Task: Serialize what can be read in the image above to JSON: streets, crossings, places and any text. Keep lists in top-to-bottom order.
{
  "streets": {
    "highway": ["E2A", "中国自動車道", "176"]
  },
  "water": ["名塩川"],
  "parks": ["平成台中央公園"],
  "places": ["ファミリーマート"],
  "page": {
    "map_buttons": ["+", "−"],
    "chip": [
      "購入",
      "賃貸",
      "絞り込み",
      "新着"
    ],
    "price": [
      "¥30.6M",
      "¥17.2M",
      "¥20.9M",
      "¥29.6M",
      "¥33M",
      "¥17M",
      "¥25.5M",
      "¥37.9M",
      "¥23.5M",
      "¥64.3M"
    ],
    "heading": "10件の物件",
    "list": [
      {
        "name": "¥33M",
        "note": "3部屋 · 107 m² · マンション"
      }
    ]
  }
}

--------------------

_WHAT THE EXERCISE ASKS_
Please repeat the entries above exactly as they read.

_RESULT OF THE EXERCISE_
Task: Serialize what can be read in the image above to JSON: streets, crossings, places and any text. Keep lists in top-to-bottom order.
{
  "streets": {
    "highway": ["E2A", "中国自動車道", "176"]
  },
  "water": ["名塩川"],
  "parks": ["平成台中央公園"],
  "places": ["ファミリーマート"],
  "page": {
    "map_buttons": ["+", "−"],
    "chip": [
      "購入",
      "賃貸",
      "絞り込み",
      "新着"
    ],
    "price": [
      "¥30.6M",
      "¥17.2M",
      "¥20.9M",
      "¥29.6M",
      "¥33M",
      "¥17M",
      "¥25.5M",
      "¥37.9M",
      "¥23.5M",
      "¥64.3M"
    ],
    "heading": "10件の物件",
    "list": [
      {
        "name": "¥33M",
        "note": "3部屋 · 107 m² · マンション"
      }
    ]
  }
}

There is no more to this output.